Market manipulation: U.S. v. Gallison, 1:15-cr-00178 (E.D. Va.). Harold Gallison admitted in connection with his guilty plea that he participated in an international pump-and-dump scheme. Specifically, Mr. Gallison stated that he and others sought to inflate the share price of OTC stocks Warrior Girl Corp. and Everock Inc. through coordinated trading that created the appearance of increased demand. Once the share price increased they sold or dumped their shares. The scheme was facilitated through an offshore brokerage and money laundering platform that used various names such as Sandias Azucaradas, Moneyline Brokers and others. The scheme generated more than $25 million.
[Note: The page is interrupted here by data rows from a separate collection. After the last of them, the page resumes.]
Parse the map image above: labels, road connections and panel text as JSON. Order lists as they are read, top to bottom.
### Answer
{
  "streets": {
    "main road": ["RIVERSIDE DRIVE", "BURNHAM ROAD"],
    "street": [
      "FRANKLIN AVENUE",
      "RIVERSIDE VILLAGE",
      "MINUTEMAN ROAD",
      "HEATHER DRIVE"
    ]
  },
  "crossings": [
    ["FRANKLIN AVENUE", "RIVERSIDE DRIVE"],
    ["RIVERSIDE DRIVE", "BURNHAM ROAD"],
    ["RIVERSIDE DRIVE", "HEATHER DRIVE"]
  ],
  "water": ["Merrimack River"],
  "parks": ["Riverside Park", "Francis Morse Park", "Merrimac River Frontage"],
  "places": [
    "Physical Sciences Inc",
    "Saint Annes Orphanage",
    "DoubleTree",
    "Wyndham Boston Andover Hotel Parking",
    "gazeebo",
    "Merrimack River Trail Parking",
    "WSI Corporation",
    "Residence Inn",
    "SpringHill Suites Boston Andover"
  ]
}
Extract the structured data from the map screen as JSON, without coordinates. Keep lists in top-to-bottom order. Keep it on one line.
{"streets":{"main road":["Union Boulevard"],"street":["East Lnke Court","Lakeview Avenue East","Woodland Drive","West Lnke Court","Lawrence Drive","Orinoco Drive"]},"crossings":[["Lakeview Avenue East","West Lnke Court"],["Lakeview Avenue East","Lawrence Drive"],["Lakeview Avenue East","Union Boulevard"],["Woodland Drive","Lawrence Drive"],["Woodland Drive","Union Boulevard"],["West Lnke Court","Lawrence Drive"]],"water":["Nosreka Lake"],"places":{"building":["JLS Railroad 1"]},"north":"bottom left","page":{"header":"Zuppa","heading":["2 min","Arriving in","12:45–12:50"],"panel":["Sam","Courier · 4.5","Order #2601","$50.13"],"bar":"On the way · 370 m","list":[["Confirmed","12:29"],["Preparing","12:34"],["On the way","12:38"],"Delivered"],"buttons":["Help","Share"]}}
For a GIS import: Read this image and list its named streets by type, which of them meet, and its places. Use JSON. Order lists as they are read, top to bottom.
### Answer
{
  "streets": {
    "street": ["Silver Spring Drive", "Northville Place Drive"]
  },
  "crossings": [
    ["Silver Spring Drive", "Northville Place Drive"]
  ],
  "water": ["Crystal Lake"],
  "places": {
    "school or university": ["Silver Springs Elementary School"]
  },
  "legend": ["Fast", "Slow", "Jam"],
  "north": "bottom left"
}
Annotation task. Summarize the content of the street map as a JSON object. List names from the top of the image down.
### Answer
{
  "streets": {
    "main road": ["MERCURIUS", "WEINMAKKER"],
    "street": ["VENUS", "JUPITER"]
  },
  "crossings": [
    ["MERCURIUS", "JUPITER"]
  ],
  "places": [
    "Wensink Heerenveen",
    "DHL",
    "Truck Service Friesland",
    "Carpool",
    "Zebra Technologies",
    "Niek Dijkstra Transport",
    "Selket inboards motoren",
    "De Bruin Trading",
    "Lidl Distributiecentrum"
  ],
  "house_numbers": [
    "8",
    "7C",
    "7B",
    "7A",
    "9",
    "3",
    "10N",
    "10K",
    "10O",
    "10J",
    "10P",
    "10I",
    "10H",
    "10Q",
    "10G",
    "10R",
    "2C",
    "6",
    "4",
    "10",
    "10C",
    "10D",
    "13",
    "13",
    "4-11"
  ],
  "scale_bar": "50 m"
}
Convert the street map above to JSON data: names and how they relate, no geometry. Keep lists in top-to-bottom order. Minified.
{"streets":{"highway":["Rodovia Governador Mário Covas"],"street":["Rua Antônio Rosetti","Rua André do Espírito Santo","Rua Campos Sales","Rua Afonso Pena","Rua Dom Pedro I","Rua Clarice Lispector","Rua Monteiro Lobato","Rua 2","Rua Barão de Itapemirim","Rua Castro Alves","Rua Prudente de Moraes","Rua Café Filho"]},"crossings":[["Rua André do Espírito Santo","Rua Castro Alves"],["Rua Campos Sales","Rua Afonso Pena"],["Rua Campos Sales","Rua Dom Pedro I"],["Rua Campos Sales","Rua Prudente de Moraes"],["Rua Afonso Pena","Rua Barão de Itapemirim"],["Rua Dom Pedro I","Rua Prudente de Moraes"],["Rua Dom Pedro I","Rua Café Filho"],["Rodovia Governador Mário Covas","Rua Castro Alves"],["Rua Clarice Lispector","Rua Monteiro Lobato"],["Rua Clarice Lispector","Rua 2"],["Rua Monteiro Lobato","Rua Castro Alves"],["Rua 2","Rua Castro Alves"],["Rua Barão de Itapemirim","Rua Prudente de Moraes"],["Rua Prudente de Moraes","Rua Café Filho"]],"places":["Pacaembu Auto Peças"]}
He was sentenced to serve 216 months in prison after pleading guilty to two counts of conspiracy to commit wire fraud, one count of conspiracy to commit international money laundering and one count of conspiring to launder the proceeds of a number of securities fraud schemes. See also SEC v. Gallison, Civil Action No. 1:15-cv-05456 (S.D.N.Y. Filed July 14, 2015)(parallel enforcement action).

Hong Kong

Improper trades: The Securities and Futures Commission suspended for four months Ernest Ho Gar, a registered representative at Fulbright Futures Limited, for permitting a friend of his mother to trade through her account. Although Mr. Ho’s mother permitted the transactions, the agency concluded that the action was not in accord with professional standards.